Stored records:
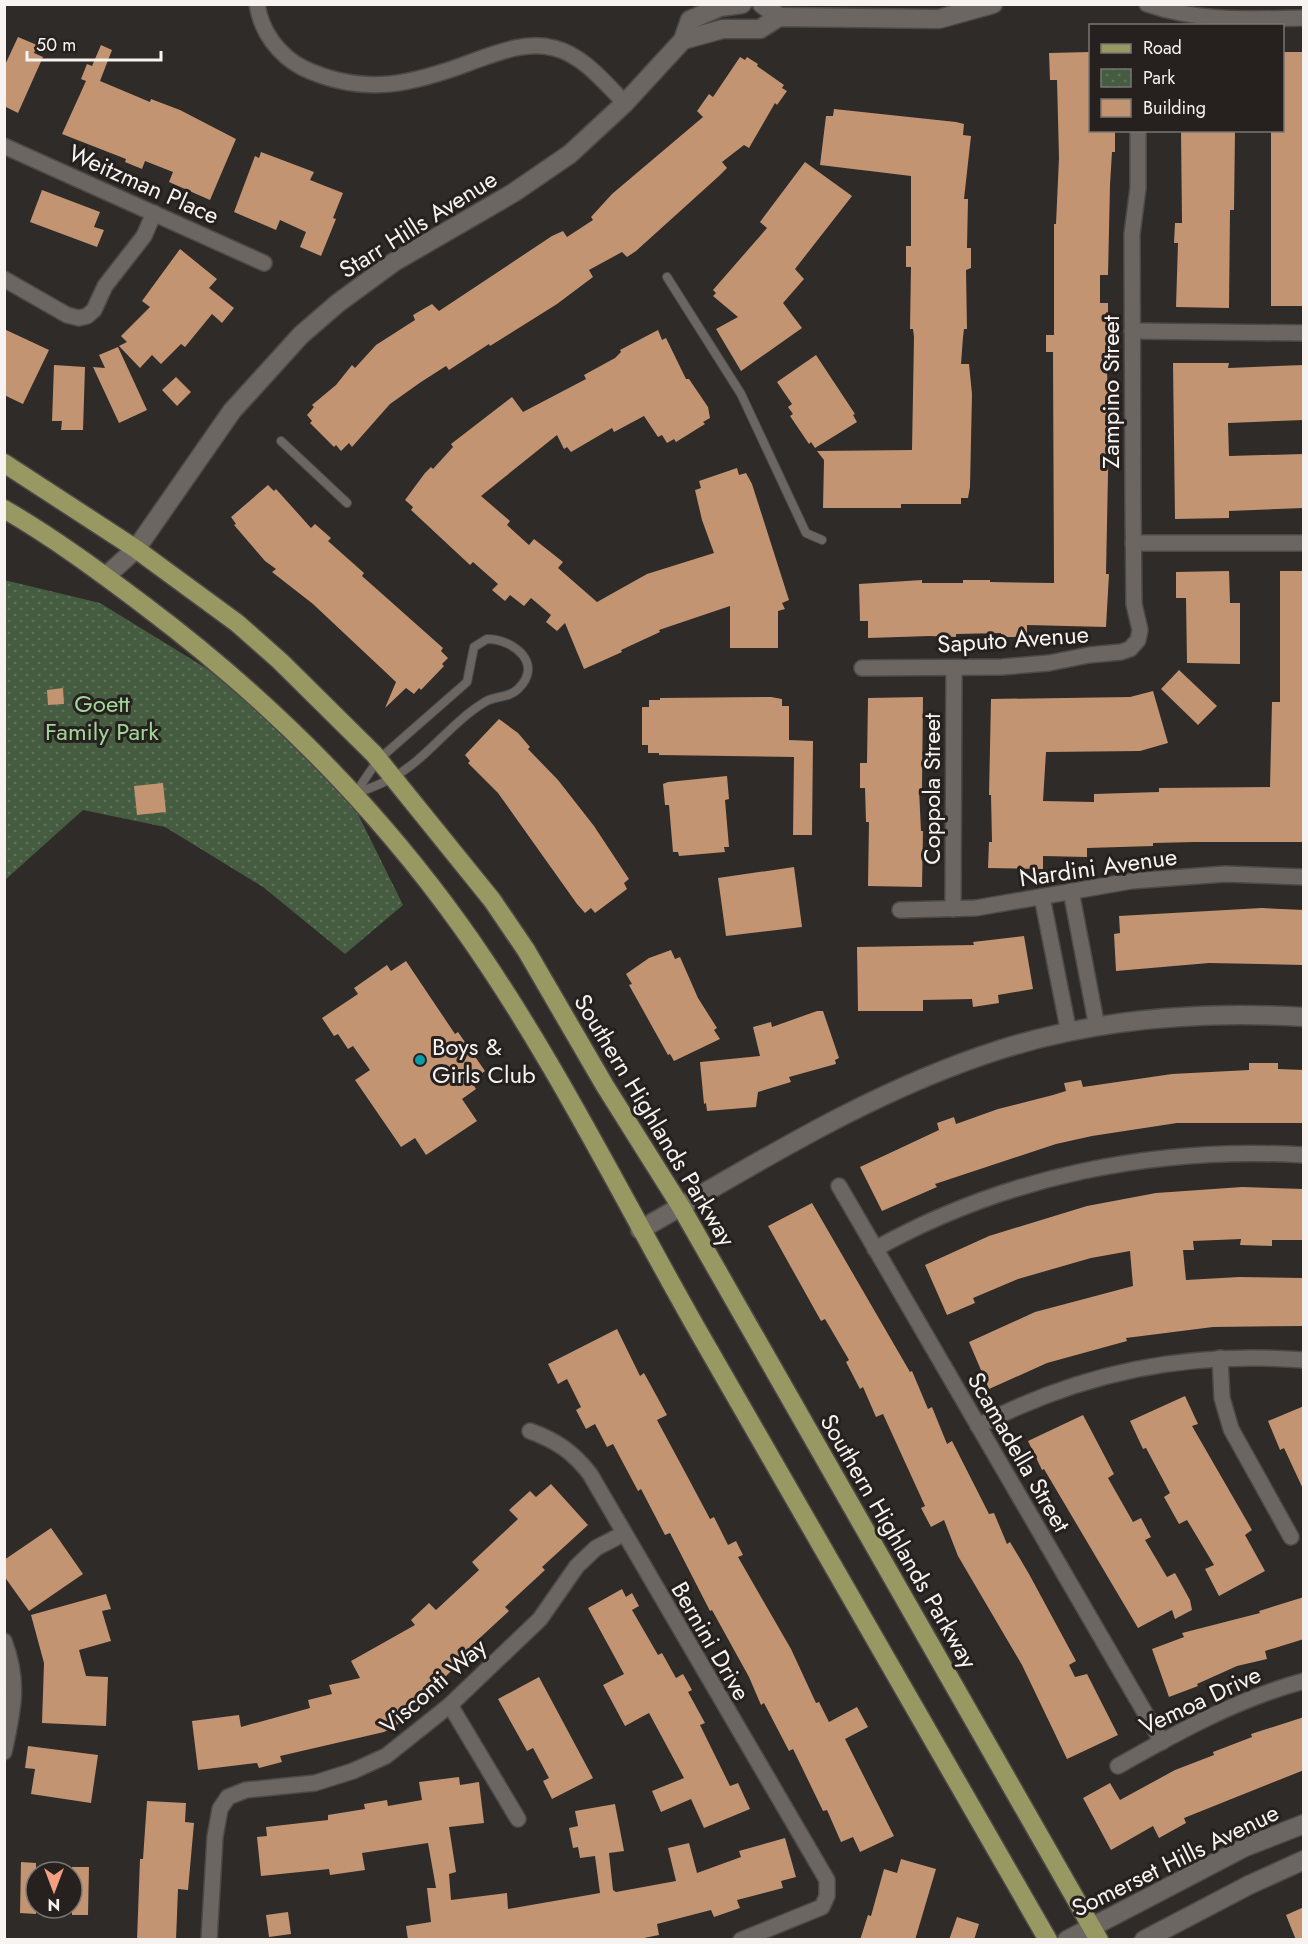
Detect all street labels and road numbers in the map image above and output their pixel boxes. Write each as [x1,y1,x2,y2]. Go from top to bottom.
street label: Weitzman Place [63,135,225,233]
street label: Starr Hills Avenue [332,161,504,287]
street label: Zampino Street [1093,315,1128,469]
street label: Saputo Avenue [936,616,1090,662]
street label: Coppola Street [914,713,949,865]
street label: Nardini Avenue [1017,839,1179,895]
street label: Southern Highlands Parkway [566,987,745,1253]
street label: Scamadella Street [959,1366,1079,1539]
street label: Southern Highlands Parkway [812,1407,987,1675]
street label: Bernini Drive [663,1575,759,1707]
street label: Visconti Way [372,1629,494,1742]
street label: Vemoa Drive [1134,1657,1266,1743]
street label: Somerset Hills Avenue [1065,1795,1285,1925]

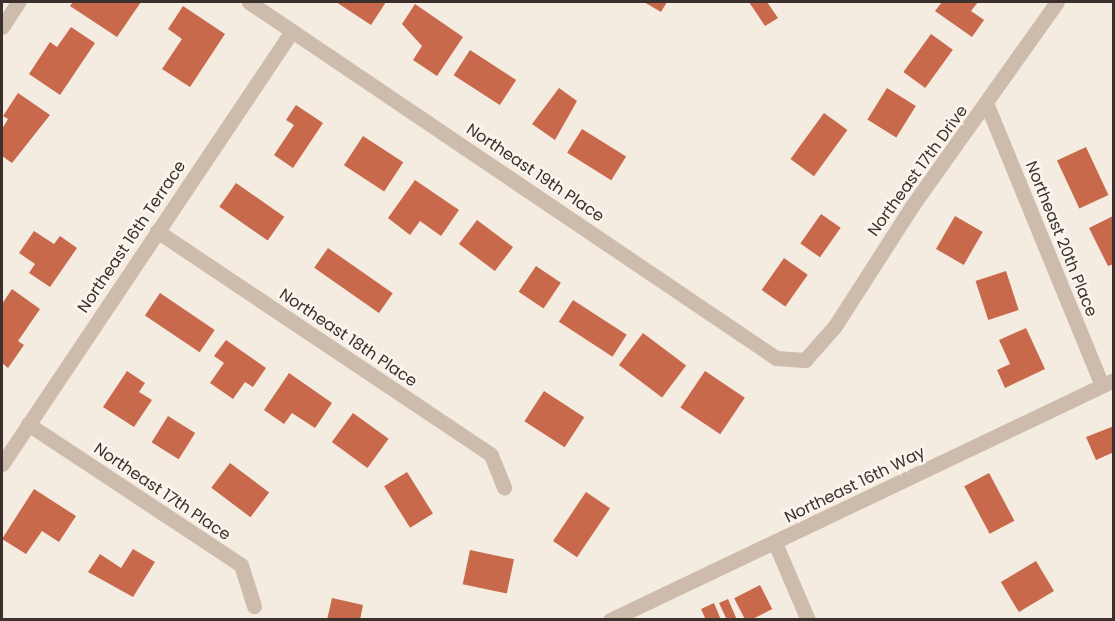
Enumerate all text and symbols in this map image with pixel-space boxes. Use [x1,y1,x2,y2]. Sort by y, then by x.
street label: Northeast 17th Drive [864,102,972,240]
street label: Northeast 19th Place [463,120,607,226]
street label: Northeast 16th Terrace [74,157,190,317]
street label: Northeast 20th Place [1021,158,1101,320]
street label: Northeast 18th Place [276,285,420,391]
street label: Northeast 17th Place [90,439,234,545]
street label: Northeast 16th Way [782,443,928,527]

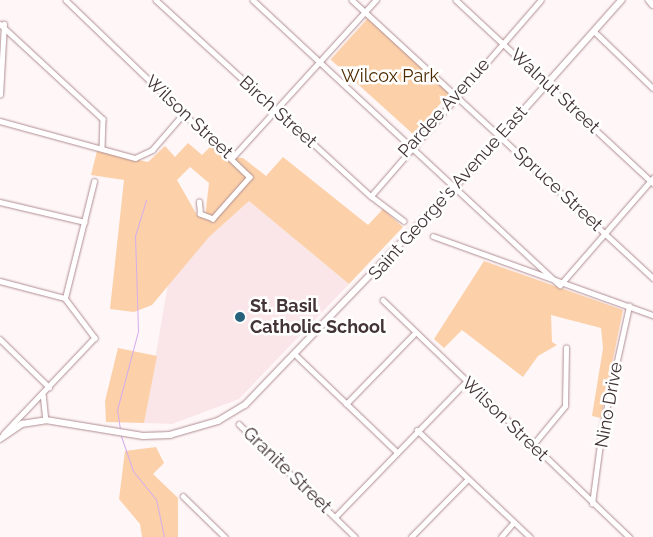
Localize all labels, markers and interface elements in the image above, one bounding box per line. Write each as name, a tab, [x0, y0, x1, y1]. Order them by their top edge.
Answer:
street label: Walnut Street	[506, 44, 604, 138]
street label: Pardee Avenue	[393, 54, 495, 162]
park label: Wilcox Park	[341, 65, 439, 87]
street label: Wilson Street	[141, 71, 237, 163]
street label: Birch Street	[235, 72, 321, 152]
street label: Saint George's Avenue East	[364, 101, 532, 285]
street label: Spruce Street	[509, 142, 607, 236]
place label: St. Basil Catholic School	[250, 296, 386, 338]
marker: St. Basil Catholic School	[234, 311, 246, 323]
street label: Nino Drive	[591, 361, 627, 449]
street label: Wilson Street	[457, 372, 553, 466]
street label: Granite Street	[238, 423, 336, 517]

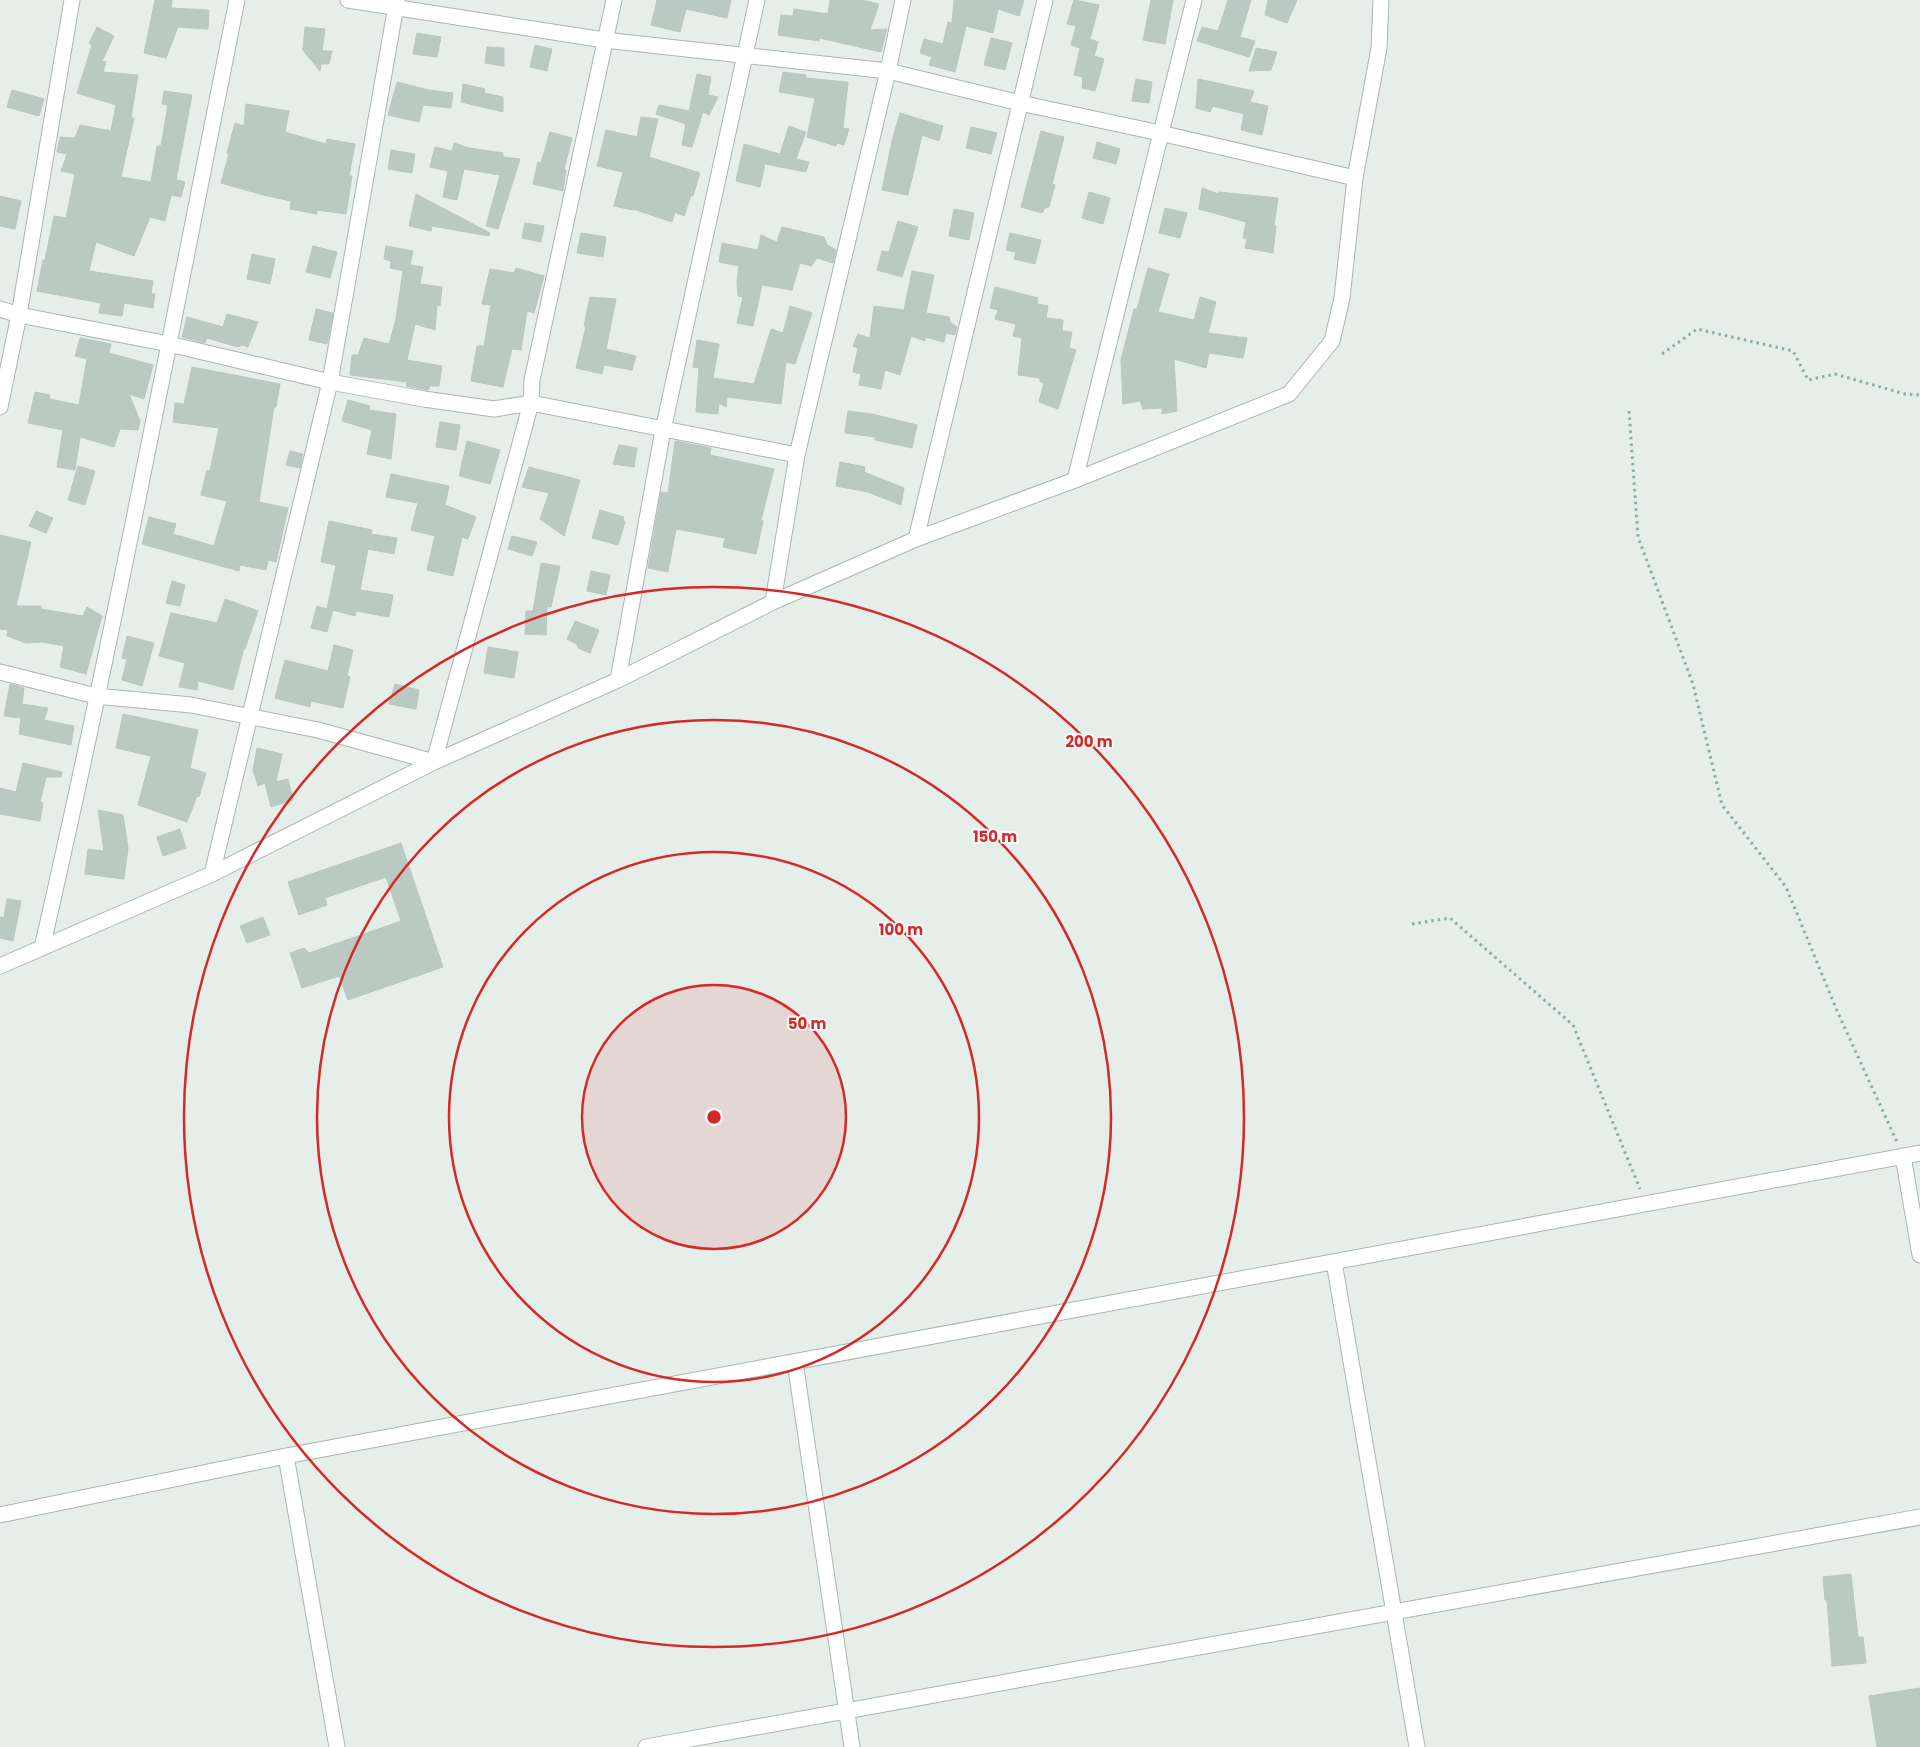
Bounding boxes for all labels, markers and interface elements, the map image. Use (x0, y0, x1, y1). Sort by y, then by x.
text: 200 m (1065, 731, 1113, 752)
text: 150 m (973, 826, 1017, 847)
text: 100 m (879, 919, 923, 940)
text: 50 m (788, 1013, 826, 1034)
centre of rings (705, 1108, 723, 1126)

### ASSIGNED TASK
Exactly as given, transcribe every line of the data, but not its images.

### YOUR RESPONSE
Detect all street labels and road numbers in the map image above and output their pixel boxes. Write each as [x1,y1,x2,y2]. Go from top to bottom.
street label: Weitzman Place [63,135,225,233]
street label: Starr Hills Avenue [332,161,504,287]
street label: Zampino Street [1093,315,1128,469]
street label: Saputo Avenue [936,616,1090,662]
street label: Coppola Street [914,713,949,865]
street label: Nardini Avenue [1017,839,1179,895]
street label: Southern Highlands Parkway [566,987,745,1253]
street label: Scamadella Street [959,1366,1079,1539]
street label: Southern Highlands Parkway [812,1407,987,1675]
street label: Bernini Drive [663,1575,759,1707]
street label: Visconti Way [372,1629,494,1742]
street label: Vemoa Drive [1134,1657,1266,1743]
street label: Somerset Hills Avenue [1065,1795,1285,1925]

Enumerate all text and symbols in this map image with pixel-space boxes. Use [x1,y1,x2,y2]. Sort by y, then by x.
street label: Northeast 17th Drive [864,102,972,240]
street label: Northeast 19th Place [463,120,607,226]
street label: Northeast 16th Terrace [74,157,190,317]
street label: Northeast 20th Place [1021,158,1101,320]
street label: Northeast 18th Place [276,285,420,391]
street label: Northeast 17th Place [90,439,234,545]
street label: Northeast 16th Way [782,443,928,527]

Localize all labels, markers and interface elements in the image above, one bounding box per line. Write each as name, a tab, [x0, y0, x1, y1]. Order them by their top edge.
Answer:
street label: Walnut Street	[506, 44, 604, 138]
street label: Pardee Avenue	[393, 54, 495, 162]
park label: Wilcox Park	[341, 65, 439, 87]
street label: Wilson Street	[141, 71, 237, 163]
street label: Birch Street	[235, 72, 321, 152]
street label: Saint George's Avenue East	[364, 101, 532, 285]
street label: Spruce Street	[509, 142, 607, 236]
place label: St. Basil Catholic School	[250, 296, 386, 338]
marker: St. Basil Catholic School	[234, 311, 246, 323]
street label: Nino Drive	[591, 361, 627, 449]
street label: Wilson Street	[457, 372, 553, 466]
street label: Granite Street	[238, 423, 336, 517]

Bounding boxes for all labels, markers and interface elements, the map image. Use (x0, y0, x1, y1). Sort by y, then by x.
text: 200 m (1065, 731, 1113, 752)
text: 150 m (973, 826, 1017, 847)
text: 100 m (879, 919, 923, 940)
text: 50 m (788, 1013, 826, 1034)
centre of rings (705, 1108, 723, 1126)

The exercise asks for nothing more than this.